Below I’m going to excerpt some important comments about the opening of the museum and then end with an essay written by my friend, former original AIM organizer and Kossack Carter Camp aka cacamp.

100_0266 It was an extremely hot day to sit in the burning sun but I enjoyed being one of thousands in the huge crowd and listening to all the speakers. Senator Inouye had an important statement:

Speakers included Sen. Daniel K. Inouye (D-Hawaii), who with [Sen. Ben Nighthorse] Campbell (R-Colo.), sponsored the 1989 legislation passed by Congress that mandated the museum’s construction.

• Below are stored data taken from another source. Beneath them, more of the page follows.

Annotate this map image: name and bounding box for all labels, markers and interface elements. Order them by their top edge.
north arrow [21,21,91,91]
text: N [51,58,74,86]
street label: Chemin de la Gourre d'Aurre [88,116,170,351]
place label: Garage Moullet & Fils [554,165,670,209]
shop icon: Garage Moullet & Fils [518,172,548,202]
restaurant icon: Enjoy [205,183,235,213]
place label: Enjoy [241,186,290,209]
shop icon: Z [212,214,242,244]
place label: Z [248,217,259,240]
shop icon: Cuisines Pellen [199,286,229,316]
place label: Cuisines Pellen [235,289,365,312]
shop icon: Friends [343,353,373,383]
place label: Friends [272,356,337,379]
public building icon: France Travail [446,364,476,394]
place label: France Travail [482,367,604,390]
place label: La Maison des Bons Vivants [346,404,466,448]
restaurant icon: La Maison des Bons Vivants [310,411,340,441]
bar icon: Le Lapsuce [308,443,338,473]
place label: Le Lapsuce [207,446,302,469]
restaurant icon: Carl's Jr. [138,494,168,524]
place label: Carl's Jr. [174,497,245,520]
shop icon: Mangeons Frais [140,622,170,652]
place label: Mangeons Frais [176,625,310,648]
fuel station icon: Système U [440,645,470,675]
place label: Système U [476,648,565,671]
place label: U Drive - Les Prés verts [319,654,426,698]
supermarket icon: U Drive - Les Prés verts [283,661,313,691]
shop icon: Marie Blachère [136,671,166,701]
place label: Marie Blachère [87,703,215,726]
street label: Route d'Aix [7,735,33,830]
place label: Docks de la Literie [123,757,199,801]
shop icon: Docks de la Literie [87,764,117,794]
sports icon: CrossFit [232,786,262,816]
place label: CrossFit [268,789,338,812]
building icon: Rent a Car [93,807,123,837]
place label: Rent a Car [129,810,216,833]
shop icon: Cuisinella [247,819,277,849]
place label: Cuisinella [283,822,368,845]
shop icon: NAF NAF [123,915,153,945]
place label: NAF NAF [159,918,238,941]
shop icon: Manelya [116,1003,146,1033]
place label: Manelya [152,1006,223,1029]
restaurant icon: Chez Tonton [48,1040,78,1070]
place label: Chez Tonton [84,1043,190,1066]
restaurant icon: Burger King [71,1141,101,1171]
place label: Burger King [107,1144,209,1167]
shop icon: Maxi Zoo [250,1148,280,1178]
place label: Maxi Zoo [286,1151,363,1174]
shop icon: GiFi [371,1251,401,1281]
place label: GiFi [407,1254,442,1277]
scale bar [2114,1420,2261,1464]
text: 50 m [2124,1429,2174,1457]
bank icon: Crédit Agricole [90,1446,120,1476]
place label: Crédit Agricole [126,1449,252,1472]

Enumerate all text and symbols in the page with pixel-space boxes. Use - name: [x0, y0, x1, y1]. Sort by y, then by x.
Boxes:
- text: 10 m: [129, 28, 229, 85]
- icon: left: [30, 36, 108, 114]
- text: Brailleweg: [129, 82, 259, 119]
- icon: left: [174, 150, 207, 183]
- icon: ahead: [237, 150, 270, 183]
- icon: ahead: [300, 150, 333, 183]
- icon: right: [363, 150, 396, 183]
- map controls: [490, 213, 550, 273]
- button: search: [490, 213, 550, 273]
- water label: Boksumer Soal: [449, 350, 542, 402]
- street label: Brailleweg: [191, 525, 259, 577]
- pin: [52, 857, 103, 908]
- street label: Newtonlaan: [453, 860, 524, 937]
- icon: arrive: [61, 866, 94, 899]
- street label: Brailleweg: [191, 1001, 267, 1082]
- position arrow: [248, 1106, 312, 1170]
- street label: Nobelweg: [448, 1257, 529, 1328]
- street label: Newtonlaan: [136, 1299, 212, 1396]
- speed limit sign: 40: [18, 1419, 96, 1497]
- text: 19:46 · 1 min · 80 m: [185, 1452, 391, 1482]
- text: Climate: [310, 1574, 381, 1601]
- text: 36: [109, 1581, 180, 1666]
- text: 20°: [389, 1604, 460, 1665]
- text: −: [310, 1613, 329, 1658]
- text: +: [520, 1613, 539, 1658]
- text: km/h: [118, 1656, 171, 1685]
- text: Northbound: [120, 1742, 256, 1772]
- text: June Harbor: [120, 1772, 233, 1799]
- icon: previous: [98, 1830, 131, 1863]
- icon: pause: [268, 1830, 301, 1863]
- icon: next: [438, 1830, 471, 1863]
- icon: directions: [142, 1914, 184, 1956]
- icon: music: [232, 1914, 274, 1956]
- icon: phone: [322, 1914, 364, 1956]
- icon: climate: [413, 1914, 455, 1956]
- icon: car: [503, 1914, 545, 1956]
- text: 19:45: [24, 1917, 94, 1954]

It is the Smithsonian’s 18th museum and the first on the Mall since 1987.

Inouye told the crowd that nearly two decades ago he made a discovery about the nation’s capital that inspired him to propose the creation of a museum.

“I couldn’t believe that out of 400 statues and monuments, there was not one for the Native American,” he said. “This monument to the first American is long overdue.”

Most of the comments and reviews about the opening were positive and along the lines of let’s put the history in the past and look forward, American Indians are still here and this museum celebrates that.

But then there was this from the L.A. Times:

The museum was approved by Congress in 1989, the same year the Smithsonian took over George Gustav Heye’s collection in New York. An investment banker who amassed one of the world’s largest collections of Indian artifacts – including Sitting Bull’s war bonnet and a collection of scalps – Heye left objects that date back more than 10,000 years and form the heart of the new collection. The Smithsonian umbrella covers not only the new museum and the George Gustav Heye Center, a permanent museum in Lower Manhattan, but also the Cultural Resources Center, a research and collections facility in Suitland, Md.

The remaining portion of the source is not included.